Goal of the exercise
The lines to copy are those holding the string "Give" in the entries below.

Records excerpted from a collection
::::

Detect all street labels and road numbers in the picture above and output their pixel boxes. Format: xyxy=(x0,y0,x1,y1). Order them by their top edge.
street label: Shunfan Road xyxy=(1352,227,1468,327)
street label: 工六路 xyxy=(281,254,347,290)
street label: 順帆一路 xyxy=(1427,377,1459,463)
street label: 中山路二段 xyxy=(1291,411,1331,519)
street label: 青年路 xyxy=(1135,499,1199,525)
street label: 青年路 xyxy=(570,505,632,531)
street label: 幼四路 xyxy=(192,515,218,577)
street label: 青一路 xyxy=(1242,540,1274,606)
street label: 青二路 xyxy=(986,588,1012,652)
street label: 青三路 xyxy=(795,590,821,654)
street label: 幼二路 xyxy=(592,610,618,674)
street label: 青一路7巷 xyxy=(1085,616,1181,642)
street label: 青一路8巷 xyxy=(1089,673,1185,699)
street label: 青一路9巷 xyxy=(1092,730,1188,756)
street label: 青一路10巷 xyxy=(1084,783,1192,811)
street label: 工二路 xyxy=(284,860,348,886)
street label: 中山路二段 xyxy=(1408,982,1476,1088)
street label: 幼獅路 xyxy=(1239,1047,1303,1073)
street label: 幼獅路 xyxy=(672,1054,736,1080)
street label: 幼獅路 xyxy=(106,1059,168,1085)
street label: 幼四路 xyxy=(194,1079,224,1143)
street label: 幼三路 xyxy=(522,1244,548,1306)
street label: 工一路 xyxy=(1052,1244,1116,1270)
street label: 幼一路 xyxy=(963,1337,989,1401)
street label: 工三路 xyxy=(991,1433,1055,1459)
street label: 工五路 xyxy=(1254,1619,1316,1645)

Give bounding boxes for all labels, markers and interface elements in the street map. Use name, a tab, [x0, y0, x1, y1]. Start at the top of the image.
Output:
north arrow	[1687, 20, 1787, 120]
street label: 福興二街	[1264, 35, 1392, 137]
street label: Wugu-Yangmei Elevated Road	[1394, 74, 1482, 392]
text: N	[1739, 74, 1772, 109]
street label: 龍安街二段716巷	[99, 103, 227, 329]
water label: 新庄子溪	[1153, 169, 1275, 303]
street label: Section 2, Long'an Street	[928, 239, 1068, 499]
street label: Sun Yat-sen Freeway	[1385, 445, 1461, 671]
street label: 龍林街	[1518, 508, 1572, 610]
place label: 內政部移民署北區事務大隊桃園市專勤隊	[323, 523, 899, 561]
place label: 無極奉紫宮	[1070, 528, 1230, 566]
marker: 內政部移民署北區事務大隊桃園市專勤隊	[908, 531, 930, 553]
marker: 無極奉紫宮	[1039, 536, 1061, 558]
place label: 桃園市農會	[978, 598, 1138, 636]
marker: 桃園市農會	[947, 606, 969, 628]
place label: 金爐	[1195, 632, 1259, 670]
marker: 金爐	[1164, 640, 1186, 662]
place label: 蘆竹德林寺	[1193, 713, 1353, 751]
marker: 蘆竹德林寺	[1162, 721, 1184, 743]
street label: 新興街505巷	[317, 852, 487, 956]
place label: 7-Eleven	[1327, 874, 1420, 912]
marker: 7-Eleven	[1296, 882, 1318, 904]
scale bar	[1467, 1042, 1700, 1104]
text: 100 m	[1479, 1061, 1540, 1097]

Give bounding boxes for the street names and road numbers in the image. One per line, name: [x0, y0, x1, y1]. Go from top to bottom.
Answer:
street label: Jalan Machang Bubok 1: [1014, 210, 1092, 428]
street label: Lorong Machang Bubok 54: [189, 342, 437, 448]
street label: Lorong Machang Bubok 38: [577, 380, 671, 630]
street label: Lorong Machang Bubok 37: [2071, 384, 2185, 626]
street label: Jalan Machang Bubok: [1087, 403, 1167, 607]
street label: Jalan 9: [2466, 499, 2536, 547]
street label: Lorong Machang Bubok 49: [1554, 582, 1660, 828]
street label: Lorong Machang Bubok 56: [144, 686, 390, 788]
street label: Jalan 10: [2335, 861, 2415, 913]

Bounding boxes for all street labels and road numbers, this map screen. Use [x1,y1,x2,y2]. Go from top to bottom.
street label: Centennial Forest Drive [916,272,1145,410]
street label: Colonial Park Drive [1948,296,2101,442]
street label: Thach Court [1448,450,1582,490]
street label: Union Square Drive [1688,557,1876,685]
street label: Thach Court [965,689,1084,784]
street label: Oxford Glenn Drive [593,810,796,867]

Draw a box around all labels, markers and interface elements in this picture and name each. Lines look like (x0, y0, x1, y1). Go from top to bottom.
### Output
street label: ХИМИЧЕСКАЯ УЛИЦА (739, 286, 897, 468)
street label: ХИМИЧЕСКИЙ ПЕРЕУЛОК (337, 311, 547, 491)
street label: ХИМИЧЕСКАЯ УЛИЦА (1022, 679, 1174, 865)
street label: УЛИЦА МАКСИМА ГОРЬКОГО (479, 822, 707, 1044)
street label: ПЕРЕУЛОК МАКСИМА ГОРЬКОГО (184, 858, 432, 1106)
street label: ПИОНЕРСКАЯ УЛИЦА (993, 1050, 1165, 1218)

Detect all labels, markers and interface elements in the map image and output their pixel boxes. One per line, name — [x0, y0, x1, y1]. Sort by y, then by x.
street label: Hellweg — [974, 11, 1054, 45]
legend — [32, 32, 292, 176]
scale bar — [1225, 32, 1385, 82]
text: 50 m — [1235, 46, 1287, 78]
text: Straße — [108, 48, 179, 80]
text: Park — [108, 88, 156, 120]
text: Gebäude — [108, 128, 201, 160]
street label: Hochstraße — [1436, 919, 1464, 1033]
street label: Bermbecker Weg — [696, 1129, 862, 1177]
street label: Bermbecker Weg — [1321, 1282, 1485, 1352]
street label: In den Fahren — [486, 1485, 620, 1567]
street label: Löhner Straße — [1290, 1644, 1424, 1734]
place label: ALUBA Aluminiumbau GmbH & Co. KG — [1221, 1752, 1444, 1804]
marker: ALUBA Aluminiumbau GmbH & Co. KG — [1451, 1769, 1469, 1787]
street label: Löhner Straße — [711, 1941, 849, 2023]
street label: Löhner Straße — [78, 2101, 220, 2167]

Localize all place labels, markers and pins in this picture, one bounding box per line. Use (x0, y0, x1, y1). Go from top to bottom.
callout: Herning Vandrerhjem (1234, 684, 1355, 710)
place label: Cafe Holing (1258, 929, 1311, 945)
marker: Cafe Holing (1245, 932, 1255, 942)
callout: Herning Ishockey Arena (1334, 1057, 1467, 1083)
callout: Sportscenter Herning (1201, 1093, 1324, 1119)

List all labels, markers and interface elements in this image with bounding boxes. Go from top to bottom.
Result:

::::

Exercise answer
Give bounding boxes for all labels, markers and interface elements in the street map. Use name, a tab, [x0, y0, x1, y1]. Start at the top of the image.
Give bounding boxes for the street names and road numbers in the image. One per line, name: [x0, y0, x1, y1]. Go from top to bottom.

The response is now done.